- Third Javanese War of Succession: Part of Javanese Wars of Succession
| Date | 15 December 1749 – February 1757 (7 years and 2 months) |
| Location | Mataram Sultanate |
| Result | Treaty of Giyanti (Palihan Nagari) |
| Territorial changes | Dissolution of the Mataram Sultanate Division of Mataram in 3 independent states called Surakarta Sunanate, Yogyakarta Sultanate and Mangkunegaran Palace; ; |

Belligerents
- Mataram Sultanate Dutch East India Company Yogyakarta Sultanate Surakarta Sunanate: Anti-Dutch rebels

Commanders and leaders
- Pakubuwana III Nicolaas Hartingh Hamengkubuwono I: Prince Mangkubumi Raden Mas Said

Strength
- Unknown: Unknown

Casualties and losses
- Unknown: Unknown

= Third Javanese War of Succession =

1749–1757 armed conflict in Java

The Third Javanese War of Succession was an armed conflict from 1749 to 1757 on the island of Java.
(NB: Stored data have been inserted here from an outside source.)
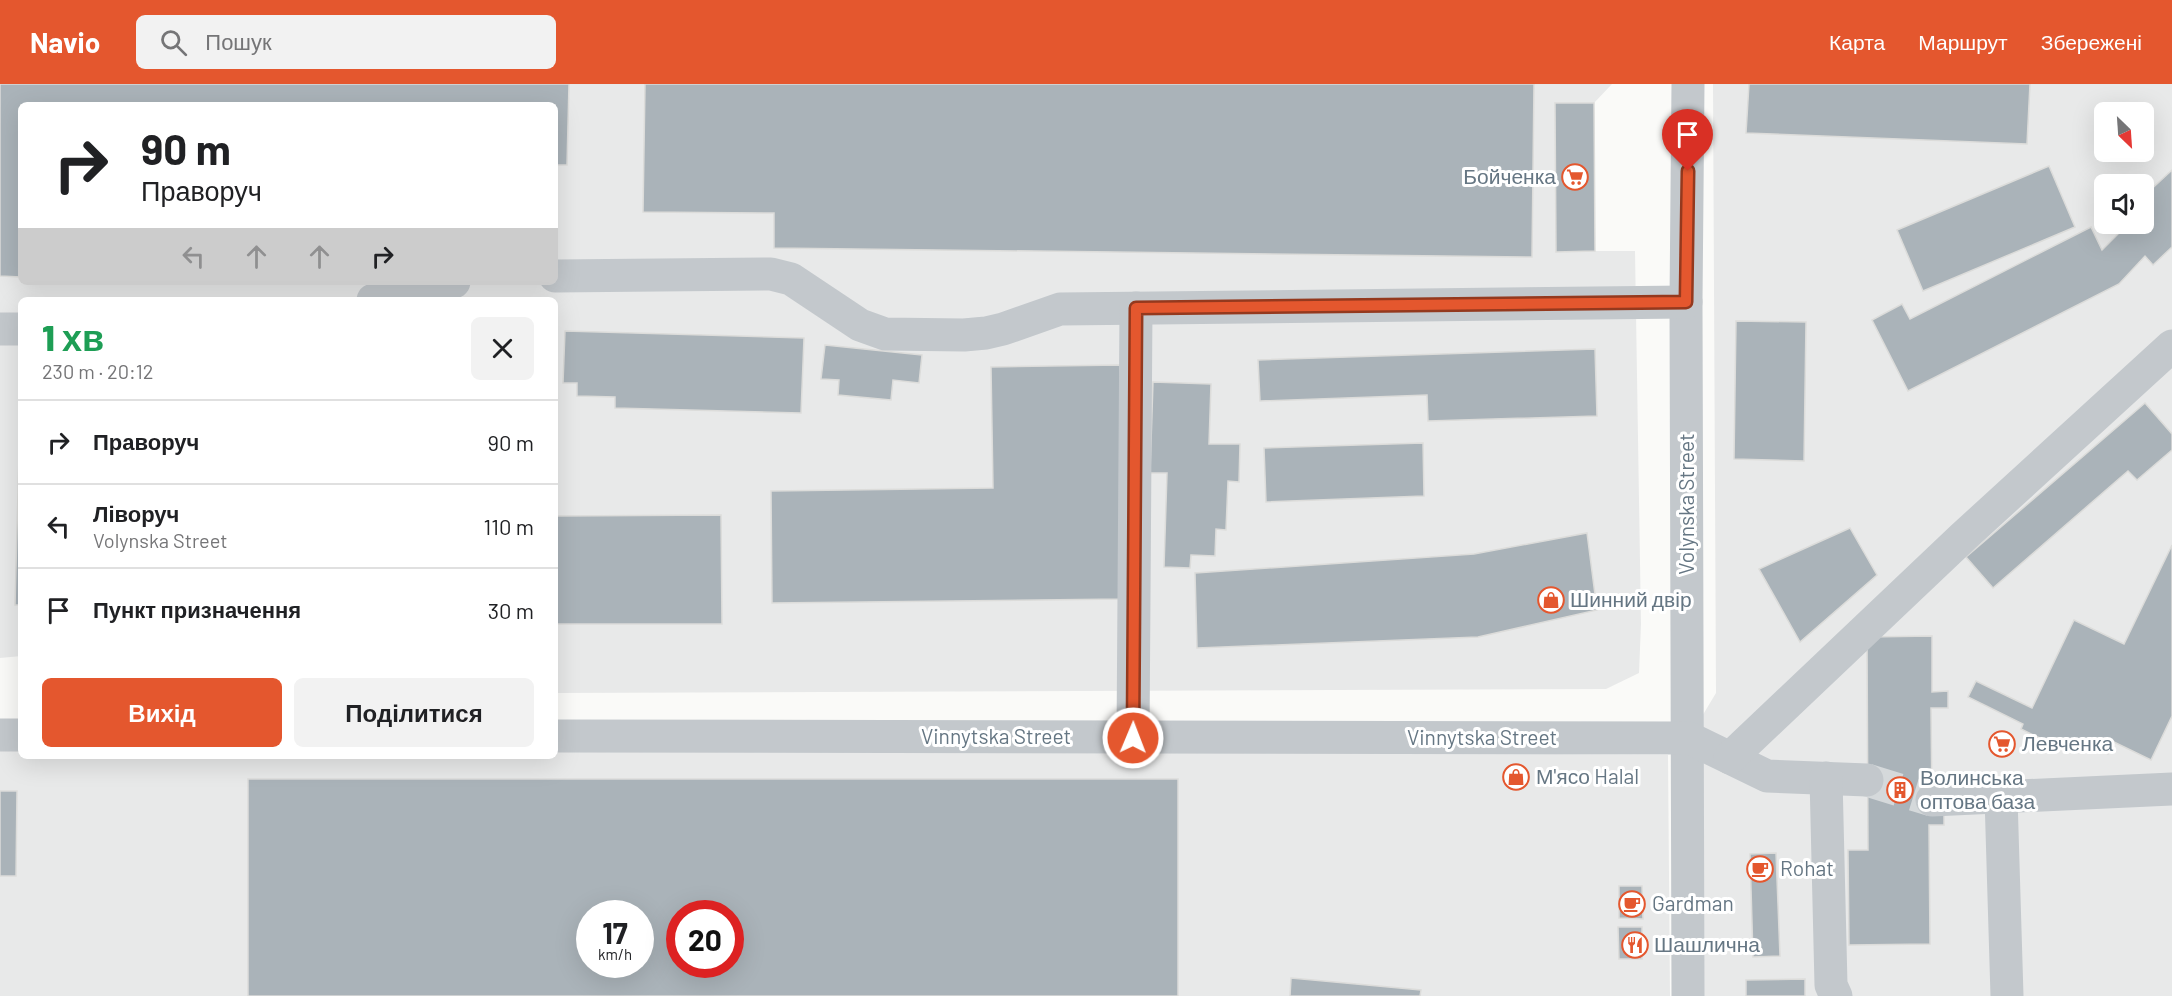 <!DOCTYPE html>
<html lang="uk">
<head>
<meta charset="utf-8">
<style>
  body { margin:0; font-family:Barlow,sans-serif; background:#f2f2f2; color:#202124; height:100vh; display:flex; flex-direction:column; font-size:22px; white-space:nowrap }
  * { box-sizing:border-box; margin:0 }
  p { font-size:20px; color:#757577 }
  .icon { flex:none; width:33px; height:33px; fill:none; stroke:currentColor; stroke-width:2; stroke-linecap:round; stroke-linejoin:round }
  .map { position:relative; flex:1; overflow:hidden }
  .side { position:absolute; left:18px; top:213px; width:540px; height:462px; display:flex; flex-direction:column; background:#fff; border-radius:9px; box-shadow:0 6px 24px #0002 }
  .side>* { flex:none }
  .guide { position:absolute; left:18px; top:18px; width:540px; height:183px; border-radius:9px; box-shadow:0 6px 24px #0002; background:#fff; color:#202124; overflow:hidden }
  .needle { width:39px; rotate:155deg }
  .controls { position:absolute; left:2094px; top:18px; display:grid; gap:12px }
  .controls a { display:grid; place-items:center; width:60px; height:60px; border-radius:9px; background:#fff; box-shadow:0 6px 24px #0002; font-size:30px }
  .speed { position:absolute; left:576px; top:816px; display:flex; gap:12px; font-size:30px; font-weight:700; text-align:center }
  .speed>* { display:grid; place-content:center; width:78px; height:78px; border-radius:50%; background:#fff; box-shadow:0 6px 24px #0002; line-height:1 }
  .speed small { font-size:15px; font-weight:400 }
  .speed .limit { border:9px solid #d22; background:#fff; color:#111 }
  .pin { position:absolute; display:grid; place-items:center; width:51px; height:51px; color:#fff; margin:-62px -26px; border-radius:50% 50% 50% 0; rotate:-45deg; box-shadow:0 0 6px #0007 }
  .pin .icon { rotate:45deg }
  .me { position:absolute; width:66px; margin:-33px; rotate:1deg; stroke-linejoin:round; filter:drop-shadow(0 0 4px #0008) }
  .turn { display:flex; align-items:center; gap:21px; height:126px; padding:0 24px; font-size:27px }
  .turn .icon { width:78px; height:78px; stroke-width:2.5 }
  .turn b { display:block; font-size:42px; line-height:51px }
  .lanes { display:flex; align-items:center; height:57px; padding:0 24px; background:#0003; justify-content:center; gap:30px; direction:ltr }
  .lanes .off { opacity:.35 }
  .round { display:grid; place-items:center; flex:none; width:63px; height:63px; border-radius:9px; background:#f2f2f2 }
  .summary { display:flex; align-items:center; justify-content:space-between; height:102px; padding:0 24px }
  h1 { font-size:36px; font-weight:800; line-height:45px; color:#1e9e55 }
  .primary-button { display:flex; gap:12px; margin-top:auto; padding:12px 24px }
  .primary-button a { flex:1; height:69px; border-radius:9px; background:#e4572e; color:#fff; font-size:24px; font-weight:800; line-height:69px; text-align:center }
  .primary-button a+a { background:#f2f2f2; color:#202124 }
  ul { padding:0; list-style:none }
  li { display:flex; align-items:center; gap:18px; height:84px; padding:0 24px; border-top:2px solid #e0e0e0 }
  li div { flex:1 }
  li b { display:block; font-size:22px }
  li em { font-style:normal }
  header { display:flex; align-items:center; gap:36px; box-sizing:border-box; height:84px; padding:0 30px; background:#e4572e; color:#fff }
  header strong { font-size:28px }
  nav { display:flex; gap:33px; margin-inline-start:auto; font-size:21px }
  .search { width:420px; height:54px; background:#f2f2f2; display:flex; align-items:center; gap:15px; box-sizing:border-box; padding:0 21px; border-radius:9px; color:#757577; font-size:22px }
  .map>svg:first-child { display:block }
  .built { fill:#e8e9e9; fill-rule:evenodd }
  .building { fill:#aab3b9; stroke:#dcdcda; stroke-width:1.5; fill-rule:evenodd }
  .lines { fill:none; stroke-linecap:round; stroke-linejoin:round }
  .minor-tunnel { stroke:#d5d9db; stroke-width:33; stroke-dasharray:33 16; stroke-linecap:butt }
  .minor { stroke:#c3c8cc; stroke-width:33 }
  .route-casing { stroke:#94391e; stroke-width:15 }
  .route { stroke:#e4572e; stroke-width:10 }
  .labels { text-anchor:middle; stroke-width:6; stroke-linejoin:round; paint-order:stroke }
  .poi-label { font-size:21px; fill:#657683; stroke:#fff; text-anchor:start }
  .street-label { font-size:21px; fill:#657683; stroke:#fff }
</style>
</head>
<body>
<header>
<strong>Navio</strong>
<div class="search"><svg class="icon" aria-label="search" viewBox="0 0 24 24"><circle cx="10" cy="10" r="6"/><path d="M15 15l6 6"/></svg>Пошук</div>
<nav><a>Карта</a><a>Маршрут</a><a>Збережені</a></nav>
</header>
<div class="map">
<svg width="2172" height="912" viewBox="0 0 2172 912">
  <rect width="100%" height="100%" fill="#fafaf8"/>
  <!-- built -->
  <g class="built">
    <path d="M0,0H1612L1594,19L1595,167H1635L1641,540L1639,589L1606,605L555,609V216H21V572L0,574ZM21,21H555V198H21Z"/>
    <path d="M1713,0H2172V912H1688L1689,654L1716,609ZM2104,28H2144V68H2104ZM2104,100H2144V140H2104Z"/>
    <path d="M0,658H21V672H555V662L1668,671L1670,912H0ZM590,830H640V880H590ZM680,830H730V880H680Z"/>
  </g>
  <!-- building -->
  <g class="building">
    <path d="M0,0H569L567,81H555V21H21V193L0,192Z"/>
    <path d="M645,0H1534L1532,173L774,164V129L643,128Z"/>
    <path d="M1749,0H2030L2027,60L1746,49Z"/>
    <path d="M1555,19H1594L1595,167L1556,168Z"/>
    <path d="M2049,82L2075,143L1923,207L1897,146Z"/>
    <path d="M2172,86V163L2153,181L2145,172L2119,200L1908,307L1872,236L1902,220L1910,235L2091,143L2102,166L2119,149L2113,140H2144V112Z"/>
    <path d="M1736,237L1806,238L1804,377L1734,375Z"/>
    <path d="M565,247L804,254L801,329L615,324V313L577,312V299H563Z"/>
    <path d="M825,261L922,271L919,299L893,296L891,316L838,311L839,296L821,295Z"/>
    <path d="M1595,265L1597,332L1428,337L1427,311L1260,317L1258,276Z"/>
    <path d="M1120,281L1123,515L772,519L771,407L993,404L991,283Z"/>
    <path d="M1153,298L1211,300L1209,360H1240L1239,398L1228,397L1226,446L1216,445L1215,472L1191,471L1190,484L1164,483L1167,389H1150Z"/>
    <path d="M2145,319L2172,350V366L2137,396L2128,387L1993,504L1966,473Z"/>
    <path d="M20,334H21V521H15Z"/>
    <path d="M1423,359L1424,412L1266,418L1264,364Z"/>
    <path d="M721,431L722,540H555V432Z"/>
    <path d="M1850,444L1877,491L1800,558L1759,485Z"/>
    <path d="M1587,449L1597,526L1478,553L1197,564L1195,489L1474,470Z"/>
    <path d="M2172,461V632L2151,676L2114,658L2108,670L2076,655L2069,668L2021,645L2023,640L1968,613L1976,597L2032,624L2074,536L2124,560Z"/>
    <path d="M1932,552V608L1948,607V624H1931L1932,723H1944V741H1929L1930,860L1849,861L1848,766H1868L1867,553Z"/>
    <path d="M248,695H1178V912H248ZM590,830H640V880H590ZM680,830H730V880H680Z"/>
    <path d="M0,707H17L16,792H0Z"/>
    <path d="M1776,769L1780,872L1753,873L1750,770Z"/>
    <path d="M1619,802H1642L1643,835L1619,834Z"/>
    <path d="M1618,843H1642V875H1619Z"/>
    <path d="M1291,894L1421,906L1420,912H1290Z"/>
    <path d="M1805,895V912H1746V896Z"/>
  </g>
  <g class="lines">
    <!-- minor-tunnel -->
    <path class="minor-tunnel" d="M1867,696L1932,716"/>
    <!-- minor -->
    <g class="minor">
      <path d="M1688,0L1686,218L1688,912"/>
      <path d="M555,192L771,190L791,195L860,241L885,250L964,251L986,249L1003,245L1060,225L1686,218"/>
      <path d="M373,216L454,198"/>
      <path d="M0,245H21"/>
      <path d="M0,651H21"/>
      <path d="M555,652L1689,654L1767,692L1867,696"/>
      <path d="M1133,654L1136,224"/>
      <path d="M1730,674L1963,453L2172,262"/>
      <path d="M1826,694L1831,901L1836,912"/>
      <path d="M2001,713L2007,912"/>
      <path d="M1932,716L2172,705"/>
    </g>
  </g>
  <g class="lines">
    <!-- route casing -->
    <g class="route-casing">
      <path id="route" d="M1133,654L1136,224L1686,218L1688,87"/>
    </g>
    <!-- route -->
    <use href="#route" class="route"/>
  </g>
  <!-- icons -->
  <defs>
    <g id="supermarket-ring" transform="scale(1.35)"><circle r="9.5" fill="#fff" stroke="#e4572e" stroke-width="1.5"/><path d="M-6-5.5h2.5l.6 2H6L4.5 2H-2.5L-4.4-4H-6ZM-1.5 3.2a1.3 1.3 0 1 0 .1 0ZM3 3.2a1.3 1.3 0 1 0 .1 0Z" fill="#e4572e"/></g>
    <g id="shop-ring" transform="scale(1.35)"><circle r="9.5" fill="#fff" stroke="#e4572e" stroke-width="1.5"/><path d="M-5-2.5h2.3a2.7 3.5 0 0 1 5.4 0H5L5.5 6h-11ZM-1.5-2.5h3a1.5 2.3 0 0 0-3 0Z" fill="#e4572e"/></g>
    <g id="building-ring" transform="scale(1.35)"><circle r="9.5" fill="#fff" stroke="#e4572e" stroke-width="1.5"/><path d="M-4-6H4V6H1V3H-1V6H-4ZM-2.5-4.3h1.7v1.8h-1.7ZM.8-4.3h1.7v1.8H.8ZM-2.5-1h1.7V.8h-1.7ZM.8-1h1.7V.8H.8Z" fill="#e4572e"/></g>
    <g id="cafe-ring" transform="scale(1.35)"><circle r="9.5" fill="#fff" stroke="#e4572e" stroke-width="1.5"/><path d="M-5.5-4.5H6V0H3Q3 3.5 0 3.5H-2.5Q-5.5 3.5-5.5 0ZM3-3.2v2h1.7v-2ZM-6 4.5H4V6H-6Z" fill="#e4572e"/></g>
    <g id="restaurant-ring" transform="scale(1.35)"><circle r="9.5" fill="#fff" stroke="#e4572e" stroke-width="1.5"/><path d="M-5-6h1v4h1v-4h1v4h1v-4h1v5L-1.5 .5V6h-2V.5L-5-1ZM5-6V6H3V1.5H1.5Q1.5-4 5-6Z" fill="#e4572e"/></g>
  </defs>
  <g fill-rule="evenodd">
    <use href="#supermarket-ring" x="1575" y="93"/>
    <use href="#shop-ring" x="1551" y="516"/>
    <use href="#supermarket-ring" x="2002" y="660"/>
    <use href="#shop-ring" x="1516" y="693"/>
    <use href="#building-ring" x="1900" y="706"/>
    <use href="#cafe-ring" x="1760" y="785"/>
    <use href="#cafe-ring" x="1632" y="820"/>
    <use href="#restaurant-ring" x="1635" y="861"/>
  </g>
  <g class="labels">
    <!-- poi labels -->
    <g class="poi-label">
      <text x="1556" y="100" text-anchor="end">Бойченка</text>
      <text x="1570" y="523">Шинний двір</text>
      <text x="2022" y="667">Левченка</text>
      <text x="1536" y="700">М'ясо Halal</text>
      <text x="1920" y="701">Волинська<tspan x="1920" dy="24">оптова база</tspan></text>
      <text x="1780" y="792">Rohat</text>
      <text x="1652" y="827">Gardman</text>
      <text x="1654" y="868">Шашлична</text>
    </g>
    <!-- street labels -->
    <g class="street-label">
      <text transform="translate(1687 420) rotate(-90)" y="7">Volynska Street</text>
      <text x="996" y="660">Vinnytska Street</text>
      <text x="1482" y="661">Vinnytska Street</text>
    </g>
  </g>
</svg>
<div class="controls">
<a><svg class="needle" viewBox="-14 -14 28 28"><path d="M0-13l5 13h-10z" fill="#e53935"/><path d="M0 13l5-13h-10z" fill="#757577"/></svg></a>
<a><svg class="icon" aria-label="sound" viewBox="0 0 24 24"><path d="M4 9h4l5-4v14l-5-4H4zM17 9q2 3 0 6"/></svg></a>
</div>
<div class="speed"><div>17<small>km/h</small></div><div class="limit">20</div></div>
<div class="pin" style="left:1688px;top:87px;background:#d93025"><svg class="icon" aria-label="arrive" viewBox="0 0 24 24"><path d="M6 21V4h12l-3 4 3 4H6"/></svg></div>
<svg class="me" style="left:1133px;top:654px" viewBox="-20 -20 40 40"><circle r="17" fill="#e4572e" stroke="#fff" stroke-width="3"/><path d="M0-11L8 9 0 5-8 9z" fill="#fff"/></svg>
<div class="guide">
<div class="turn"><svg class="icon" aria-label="right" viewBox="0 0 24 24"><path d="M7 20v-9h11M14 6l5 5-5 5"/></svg><div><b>90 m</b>Праворуч</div></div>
<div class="lanes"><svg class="icon off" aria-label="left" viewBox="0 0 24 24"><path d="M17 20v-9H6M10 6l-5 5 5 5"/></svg><svg class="icon off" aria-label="ahead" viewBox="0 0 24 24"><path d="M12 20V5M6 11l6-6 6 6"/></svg><svg class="icon off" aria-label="ahead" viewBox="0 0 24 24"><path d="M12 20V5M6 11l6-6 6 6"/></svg><svg class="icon" aria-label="right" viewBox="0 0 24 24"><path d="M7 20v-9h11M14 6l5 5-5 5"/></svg></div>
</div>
<section class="side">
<div class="summary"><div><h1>1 хв</h1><p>230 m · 20:12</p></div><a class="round"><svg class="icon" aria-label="close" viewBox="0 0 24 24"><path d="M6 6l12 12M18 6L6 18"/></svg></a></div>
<ul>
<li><svg class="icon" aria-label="right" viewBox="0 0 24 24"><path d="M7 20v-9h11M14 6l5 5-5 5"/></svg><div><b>Праворуч</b></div><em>90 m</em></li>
<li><svg class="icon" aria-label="left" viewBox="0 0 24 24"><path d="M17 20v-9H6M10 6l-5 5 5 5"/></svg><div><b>Ліворуч</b><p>Volynska Street</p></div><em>110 m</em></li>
<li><svg class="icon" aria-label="arrive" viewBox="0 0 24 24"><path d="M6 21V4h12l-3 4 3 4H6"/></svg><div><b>Пункт призначення</b></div><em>30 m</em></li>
</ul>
<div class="primary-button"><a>Вихід</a><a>Поділитися</a></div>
</section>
</div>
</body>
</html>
It led to the partition of the Mataram Sultanate into two and later three nominally independent 'Princely States': Surakarta, Yogyakarta and Mangkunegara.

==Cause==
One of the causes of the war was Governor-General van Imhoff's humiliation of Prince Mangkubumi, the younger brother of Pakubuwana II of Surakarta's, by demanding the lease of the Javanese northern coast for an annual payment of 20,000 reales. Van Imhoff and Patih Pringgalaya then persuaded Pakubuwana II to cancel the grant of a fief in Sukawati (now Sragen) which had been promised to Mangkubumi as a reward for defeating Raden Mas Said's rebellion there in 1746. In response, Mangkubumi left Surakarta and rose up against the Dutch East India Company and Pakubuwana II joined forces with his nephew and former enemy, Raden Mas Said.

==War and settlement==
In the midst of the Mangkubumi rebellion in 1749, Pakubuwana II fell ill and asked Johan Andries, Baron van Hohendorff to assume control over the kingdom. Van Hohendorff requested written confirmation. On 11 December 1749, Pakubuwana II signed an agreement in which the "sovereignty" of Mataram was given to the Dutch East India Company. They installed a powerless puppet, Pakubuwana III, on the throne. Mangkubumi, who considered himself to be the rightful heir to the throne, demanded the title of ruler. The people of Mataram, who called him Hamengkubuwono, regarded him as the true ruler of Mataram.

After years of battles including at Grobogan and Demak, the Dutch under de Clerck suffered a crushing defeat at the Bogowonto River. Governor-General Mossel entered peace negotiations with Hamengkubuwono. Eventually in 1755 the Treaty of Giyanti was concluded, named after the place east of Surakarta where the negotiations took place. The Kingdom of Mataram was divided between the two warring parties. The old capital of Kartasura, which after years of fratricidal war had come to be thought of as doom-laden, was abandoned. Pakubuwana III became ruler of the eastern part of Mataram [(Kasoenanan Solo or Surakarta) (1750–1788)], and built a new kraton in Surakarta. Hamengkubuwono became Sultan Hamengkubuwono I, reigning over the western half of Mataram, and north of Kartasura built his new kraton at Yogyakarta (Kasultanan Yogyakarta) (1755–1792). He also gave Mas Said a south-eastern part of Mataram as the 'princely state' of Mangkunegara (1757–1796), where he ruled as Mangkunegara I and built his own kraton near Surakarta.